*** Opening of RECORDED DATA ***
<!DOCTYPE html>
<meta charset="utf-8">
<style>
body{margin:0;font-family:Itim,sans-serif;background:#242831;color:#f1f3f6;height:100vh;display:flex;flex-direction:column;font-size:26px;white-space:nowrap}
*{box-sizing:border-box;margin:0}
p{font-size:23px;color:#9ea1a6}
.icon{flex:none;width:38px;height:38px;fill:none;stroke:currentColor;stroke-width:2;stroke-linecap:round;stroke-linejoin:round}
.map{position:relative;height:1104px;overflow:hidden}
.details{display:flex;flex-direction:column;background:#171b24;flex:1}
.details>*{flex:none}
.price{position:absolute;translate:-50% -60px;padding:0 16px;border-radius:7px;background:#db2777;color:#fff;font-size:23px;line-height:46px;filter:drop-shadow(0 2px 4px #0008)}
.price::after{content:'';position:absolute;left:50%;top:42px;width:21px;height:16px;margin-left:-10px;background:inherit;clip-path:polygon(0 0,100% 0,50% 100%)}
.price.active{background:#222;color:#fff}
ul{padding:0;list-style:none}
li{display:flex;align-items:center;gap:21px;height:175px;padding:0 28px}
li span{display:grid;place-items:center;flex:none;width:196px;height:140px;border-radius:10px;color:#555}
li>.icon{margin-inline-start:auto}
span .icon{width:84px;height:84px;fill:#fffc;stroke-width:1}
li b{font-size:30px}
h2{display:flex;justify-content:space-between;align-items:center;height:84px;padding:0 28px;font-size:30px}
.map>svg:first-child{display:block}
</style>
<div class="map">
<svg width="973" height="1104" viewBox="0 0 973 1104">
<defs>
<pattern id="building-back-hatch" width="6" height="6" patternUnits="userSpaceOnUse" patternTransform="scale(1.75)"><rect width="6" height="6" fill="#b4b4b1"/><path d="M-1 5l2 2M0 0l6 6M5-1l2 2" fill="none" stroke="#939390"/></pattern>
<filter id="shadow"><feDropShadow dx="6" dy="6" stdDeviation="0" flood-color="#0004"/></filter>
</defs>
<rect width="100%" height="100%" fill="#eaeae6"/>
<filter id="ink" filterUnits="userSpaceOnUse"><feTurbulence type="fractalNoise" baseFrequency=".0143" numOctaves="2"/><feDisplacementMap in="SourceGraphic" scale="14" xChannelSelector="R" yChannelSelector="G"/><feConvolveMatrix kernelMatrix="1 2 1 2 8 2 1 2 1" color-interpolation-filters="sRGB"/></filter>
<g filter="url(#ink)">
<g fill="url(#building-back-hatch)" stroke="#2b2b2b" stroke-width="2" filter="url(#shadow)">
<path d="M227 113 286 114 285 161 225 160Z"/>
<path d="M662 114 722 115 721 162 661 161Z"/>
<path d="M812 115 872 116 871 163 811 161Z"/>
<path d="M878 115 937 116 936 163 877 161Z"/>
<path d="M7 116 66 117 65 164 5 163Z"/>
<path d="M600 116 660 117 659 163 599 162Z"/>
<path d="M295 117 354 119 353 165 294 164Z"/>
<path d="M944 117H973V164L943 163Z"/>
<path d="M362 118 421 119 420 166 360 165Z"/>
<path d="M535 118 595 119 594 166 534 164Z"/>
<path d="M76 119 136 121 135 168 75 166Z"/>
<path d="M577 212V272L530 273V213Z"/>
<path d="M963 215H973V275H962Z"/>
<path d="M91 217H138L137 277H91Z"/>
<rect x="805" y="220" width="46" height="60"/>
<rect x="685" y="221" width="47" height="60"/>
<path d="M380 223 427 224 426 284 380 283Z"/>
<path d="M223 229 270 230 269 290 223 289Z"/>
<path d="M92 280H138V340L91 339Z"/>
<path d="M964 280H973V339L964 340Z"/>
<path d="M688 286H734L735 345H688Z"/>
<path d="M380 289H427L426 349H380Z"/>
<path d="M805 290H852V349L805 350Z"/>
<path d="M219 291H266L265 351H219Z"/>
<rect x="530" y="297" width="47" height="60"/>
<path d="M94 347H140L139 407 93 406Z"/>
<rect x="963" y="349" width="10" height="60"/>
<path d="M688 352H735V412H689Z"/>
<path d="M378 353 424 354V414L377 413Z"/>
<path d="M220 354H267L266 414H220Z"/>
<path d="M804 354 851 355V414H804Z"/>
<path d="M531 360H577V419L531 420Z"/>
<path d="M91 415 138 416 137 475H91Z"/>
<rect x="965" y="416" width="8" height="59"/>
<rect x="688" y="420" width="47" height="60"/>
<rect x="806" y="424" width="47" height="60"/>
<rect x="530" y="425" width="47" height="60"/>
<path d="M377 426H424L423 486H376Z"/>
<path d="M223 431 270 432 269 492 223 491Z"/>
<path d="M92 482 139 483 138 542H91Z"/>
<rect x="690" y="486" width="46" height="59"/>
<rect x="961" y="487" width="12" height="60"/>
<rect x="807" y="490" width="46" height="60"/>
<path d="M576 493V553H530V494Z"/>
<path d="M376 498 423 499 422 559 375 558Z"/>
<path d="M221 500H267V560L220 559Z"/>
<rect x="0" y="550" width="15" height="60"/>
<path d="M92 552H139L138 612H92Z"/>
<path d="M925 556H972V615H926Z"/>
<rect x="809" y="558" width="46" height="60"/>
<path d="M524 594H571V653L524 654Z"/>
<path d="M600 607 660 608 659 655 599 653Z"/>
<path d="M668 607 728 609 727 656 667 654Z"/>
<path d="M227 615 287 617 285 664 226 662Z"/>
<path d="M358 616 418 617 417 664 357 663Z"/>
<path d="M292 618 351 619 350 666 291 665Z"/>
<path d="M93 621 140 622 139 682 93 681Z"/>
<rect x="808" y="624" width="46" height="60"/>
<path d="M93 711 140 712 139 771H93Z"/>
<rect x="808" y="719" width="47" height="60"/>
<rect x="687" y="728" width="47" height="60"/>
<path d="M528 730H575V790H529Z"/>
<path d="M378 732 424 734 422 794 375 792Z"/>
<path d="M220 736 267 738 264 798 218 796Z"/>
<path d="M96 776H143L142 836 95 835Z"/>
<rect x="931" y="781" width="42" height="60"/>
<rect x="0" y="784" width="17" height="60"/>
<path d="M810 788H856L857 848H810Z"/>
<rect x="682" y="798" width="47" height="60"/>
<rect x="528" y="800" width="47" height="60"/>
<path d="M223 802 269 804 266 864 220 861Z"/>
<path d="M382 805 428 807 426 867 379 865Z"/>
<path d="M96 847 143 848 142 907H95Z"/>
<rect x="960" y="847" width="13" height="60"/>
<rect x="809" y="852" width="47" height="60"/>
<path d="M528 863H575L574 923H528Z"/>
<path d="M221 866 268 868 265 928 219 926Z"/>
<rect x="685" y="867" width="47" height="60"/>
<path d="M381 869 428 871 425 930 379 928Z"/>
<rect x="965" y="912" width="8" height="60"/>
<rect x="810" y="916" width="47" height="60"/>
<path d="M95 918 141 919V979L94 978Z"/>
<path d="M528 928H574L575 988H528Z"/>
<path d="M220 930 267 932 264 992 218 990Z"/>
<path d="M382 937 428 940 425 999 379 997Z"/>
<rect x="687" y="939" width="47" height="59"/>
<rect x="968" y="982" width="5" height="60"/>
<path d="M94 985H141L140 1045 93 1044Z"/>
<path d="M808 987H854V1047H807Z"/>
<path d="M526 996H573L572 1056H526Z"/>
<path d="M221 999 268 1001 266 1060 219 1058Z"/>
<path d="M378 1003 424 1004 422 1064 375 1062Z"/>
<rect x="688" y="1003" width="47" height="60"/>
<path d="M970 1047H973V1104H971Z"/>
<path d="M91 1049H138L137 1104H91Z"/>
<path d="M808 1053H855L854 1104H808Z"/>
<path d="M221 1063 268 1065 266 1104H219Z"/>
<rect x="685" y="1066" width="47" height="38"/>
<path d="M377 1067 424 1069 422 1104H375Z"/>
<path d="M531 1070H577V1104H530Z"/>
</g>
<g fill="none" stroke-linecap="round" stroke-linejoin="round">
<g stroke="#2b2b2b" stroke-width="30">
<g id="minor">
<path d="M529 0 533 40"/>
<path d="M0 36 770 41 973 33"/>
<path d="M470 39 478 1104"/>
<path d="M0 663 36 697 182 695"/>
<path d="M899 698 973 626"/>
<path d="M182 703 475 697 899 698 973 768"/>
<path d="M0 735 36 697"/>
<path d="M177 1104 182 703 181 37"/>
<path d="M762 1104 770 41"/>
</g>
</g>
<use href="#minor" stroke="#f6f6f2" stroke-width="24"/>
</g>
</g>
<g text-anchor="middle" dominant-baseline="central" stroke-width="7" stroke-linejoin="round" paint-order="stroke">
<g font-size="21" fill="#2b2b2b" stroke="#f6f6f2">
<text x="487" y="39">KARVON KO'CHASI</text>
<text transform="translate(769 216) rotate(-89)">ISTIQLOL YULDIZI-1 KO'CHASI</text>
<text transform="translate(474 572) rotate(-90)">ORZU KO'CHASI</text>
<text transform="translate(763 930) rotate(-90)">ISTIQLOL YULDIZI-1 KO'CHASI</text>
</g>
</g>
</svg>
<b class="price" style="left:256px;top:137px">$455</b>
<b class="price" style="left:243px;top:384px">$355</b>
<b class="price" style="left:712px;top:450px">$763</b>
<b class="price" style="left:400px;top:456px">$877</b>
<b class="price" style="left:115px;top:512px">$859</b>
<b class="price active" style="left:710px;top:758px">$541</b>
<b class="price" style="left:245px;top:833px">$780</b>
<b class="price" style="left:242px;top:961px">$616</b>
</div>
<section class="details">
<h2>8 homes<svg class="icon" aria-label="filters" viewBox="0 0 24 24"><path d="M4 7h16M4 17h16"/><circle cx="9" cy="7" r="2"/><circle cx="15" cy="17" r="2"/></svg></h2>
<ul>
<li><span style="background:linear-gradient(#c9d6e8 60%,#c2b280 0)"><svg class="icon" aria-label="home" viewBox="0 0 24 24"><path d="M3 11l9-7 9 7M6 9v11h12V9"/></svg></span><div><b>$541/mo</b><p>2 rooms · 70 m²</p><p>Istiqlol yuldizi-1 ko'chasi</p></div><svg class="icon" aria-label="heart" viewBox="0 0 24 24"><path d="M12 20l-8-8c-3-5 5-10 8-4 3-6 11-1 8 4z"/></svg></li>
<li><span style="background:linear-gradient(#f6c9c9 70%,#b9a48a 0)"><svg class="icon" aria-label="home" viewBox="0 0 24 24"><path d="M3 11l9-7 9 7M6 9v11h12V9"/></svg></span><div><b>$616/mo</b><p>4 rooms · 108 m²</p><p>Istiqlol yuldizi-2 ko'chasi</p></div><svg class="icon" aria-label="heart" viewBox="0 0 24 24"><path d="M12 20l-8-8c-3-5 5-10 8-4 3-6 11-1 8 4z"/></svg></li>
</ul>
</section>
*** Close of RECORDED DATA ***
__ABOUT THIS TASK__
I need each line of the entries that holds the string "linecap" located and copied.

__RESPONSE BELOW__
.icon{flex:none;width:38px;height:38px;fill:none;stroke:currentColor;stroke-width:2;stroke-linecap:round;stroke-linejoin:round}
<g fill="none" stroke-linecap="round" stroke-linejoin="round">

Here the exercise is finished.